> _Listed entries_:
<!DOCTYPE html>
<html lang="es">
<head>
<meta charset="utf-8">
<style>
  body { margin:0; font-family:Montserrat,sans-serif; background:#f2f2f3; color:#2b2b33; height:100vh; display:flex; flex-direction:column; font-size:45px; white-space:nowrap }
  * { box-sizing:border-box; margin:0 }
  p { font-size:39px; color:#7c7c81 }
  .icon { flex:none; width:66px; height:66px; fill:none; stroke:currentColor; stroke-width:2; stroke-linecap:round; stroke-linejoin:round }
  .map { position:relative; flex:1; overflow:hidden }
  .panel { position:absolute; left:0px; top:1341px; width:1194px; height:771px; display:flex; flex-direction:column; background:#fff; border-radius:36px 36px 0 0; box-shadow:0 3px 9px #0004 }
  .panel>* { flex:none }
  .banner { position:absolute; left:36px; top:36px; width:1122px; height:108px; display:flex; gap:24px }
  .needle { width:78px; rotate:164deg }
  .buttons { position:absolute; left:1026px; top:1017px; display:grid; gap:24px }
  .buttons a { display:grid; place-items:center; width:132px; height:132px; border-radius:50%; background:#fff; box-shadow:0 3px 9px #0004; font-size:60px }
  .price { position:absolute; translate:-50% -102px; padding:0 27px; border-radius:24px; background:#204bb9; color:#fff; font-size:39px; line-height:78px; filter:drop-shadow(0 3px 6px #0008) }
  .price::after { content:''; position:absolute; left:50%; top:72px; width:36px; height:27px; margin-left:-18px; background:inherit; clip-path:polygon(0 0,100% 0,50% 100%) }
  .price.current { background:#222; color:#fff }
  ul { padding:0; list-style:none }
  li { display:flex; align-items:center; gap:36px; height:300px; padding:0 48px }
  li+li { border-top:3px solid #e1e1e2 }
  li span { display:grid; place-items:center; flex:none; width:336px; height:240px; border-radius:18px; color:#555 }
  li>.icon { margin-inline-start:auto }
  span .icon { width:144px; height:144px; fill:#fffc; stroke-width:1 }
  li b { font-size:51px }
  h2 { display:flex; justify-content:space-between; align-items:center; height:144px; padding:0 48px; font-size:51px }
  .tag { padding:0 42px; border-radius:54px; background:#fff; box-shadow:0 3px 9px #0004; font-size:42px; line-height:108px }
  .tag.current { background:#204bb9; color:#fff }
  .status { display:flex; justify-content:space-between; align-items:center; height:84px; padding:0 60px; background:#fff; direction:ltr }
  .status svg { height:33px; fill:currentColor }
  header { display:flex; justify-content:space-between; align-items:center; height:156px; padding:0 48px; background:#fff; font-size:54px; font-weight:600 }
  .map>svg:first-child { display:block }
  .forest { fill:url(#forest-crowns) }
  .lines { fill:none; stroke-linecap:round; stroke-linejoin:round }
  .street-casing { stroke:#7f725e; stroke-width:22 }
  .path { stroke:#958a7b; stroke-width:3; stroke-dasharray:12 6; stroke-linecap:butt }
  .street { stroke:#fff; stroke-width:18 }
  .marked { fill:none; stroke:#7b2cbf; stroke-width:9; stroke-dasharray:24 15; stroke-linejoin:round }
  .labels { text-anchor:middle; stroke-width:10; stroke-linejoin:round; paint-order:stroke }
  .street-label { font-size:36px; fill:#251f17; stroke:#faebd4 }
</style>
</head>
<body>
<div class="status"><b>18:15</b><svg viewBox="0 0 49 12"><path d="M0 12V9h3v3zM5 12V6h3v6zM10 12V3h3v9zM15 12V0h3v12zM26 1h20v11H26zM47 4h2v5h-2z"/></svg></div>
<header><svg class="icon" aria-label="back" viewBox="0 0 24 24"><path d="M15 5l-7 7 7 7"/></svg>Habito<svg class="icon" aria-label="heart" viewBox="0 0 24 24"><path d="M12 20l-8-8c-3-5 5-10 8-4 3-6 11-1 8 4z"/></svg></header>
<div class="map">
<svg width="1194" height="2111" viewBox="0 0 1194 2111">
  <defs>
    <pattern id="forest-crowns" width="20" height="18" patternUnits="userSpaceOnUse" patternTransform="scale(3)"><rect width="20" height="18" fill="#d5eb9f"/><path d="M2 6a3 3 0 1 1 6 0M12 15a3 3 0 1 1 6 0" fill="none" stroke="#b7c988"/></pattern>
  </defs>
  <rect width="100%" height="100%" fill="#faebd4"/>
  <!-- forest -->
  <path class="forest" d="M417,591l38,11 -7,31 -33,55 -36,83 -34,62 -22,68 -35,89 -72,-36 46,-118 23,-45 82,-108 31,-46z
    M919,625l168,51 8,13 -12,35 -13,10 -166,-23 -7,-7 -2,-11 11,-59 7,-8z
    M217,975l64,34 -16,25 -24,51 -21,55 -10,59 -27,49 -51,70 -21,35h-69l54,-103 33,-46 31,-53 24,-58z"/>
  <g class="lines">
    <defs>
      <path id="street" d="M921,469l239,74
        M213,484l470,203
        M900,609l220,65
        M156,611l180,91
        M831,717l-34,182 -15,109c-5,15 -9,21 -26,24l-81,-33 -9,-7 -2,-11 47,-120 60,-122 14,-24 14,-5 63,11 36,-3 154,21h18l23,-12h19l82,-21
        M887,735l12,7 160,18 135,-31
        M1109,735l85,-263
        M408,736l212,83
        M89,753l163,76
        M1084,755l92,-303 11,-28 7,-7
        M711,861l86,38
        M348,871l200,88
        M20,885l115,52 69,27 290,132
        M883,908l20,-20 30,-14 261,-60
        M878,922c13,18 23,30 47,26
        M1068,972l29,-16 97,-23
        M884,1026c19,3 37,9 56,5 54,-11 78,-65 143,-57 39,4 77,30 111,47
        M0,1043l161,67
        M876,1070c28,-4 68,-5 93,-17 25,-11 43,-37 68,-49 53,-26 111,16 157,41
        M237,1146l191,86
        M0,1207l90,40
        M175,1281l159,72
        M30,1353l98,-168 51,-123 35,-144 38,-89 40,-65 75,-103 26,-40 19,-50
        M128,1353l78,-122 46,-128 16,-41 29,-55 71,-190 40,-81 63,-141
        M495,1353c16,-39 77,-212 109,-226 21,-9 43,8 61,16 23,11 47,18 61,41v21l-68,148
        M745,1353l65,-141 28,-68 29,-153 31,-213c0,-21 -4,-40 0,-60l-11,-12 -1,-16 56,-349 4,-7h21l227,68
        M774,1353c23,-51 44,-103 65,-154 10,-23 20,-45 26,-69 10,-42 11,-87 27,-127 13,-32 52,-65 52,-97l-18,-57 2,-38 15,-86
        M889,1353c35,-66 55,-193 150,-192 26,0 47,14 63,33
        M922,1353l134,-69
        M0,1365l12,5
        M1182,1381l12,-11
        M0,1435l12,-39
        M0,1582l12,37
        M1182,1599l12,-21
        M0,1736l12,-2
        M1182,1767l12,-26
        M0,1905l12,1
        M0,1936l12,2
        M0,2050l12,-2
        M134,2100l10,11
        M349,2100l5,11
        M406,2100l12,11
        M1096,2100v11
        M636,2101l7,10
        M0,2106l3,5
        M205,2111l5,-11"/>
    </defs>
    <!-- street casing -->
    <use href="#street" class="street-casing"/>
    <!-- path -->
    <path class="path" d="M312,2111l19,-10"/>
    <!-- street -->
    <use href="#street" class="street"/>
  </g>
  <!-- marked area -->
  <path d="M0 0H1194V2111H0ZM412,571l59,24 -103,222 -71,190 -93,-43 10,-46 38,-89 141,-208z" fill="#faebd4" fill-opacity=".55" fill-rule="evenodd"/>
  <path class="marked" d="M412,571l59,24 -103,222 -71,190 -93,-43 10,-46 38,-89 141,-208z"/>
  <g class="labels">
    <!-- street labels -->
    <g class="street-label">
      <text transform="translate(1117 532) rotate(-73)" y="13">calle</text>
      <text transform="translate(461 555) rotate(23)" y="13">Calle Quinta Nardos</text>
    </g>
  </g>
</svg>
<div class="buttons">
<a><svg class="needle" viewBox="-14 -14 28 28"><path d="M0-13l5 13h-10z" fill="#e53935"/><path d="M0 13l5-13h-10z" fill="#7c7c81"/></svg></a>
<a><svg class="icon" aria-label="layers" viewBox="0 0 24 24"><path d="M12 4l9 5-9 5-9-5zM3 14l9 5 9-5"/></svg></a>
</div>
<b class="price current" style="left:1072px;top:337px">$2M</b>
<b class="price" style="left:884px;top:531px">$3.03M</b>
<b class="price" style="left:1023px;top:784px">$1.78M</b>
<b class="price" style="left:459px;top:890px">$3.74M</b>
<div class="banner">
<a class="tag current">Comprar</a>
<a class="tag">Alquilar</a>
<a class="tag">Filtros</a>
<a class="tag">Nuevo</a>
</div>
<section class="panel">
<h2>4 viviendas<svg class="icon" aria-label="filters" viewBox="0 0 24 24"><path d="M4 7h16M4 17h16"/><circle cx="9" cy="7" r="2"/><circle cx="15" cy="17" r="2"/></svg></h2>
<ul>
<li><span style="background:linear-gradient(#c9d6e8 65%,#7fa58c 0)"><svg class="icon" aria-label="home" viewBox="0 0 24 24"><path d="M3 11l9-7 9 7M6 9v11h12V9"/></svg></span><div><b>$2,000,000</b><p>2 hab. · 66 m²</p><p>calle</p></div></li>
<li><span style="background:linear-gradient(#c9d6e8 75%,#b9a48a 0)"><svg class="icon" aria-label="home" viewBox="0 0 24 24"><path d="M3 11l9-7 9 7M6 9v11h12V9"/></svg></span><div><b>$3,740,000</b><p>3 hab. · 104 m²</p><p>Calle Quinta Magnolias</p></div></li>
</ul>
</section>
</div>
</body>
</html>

> _Work instructions_: Filter the listing for the word "linecap" and copy every line that holds it.

> _Answer_:
  .icon { flex:none; width:66px; height:66px; fill:none; stroke:currentColor; stroke-width:2; stroke-linecap:round; stroke-linejoin:round }
  .lines { fill:none; stroke-linecap:round; stroke-linejoin:round }
  .path { stroke:#958a7b; stroke-width:3; stroke-dasharray:12 6; stroke-linecap:butt }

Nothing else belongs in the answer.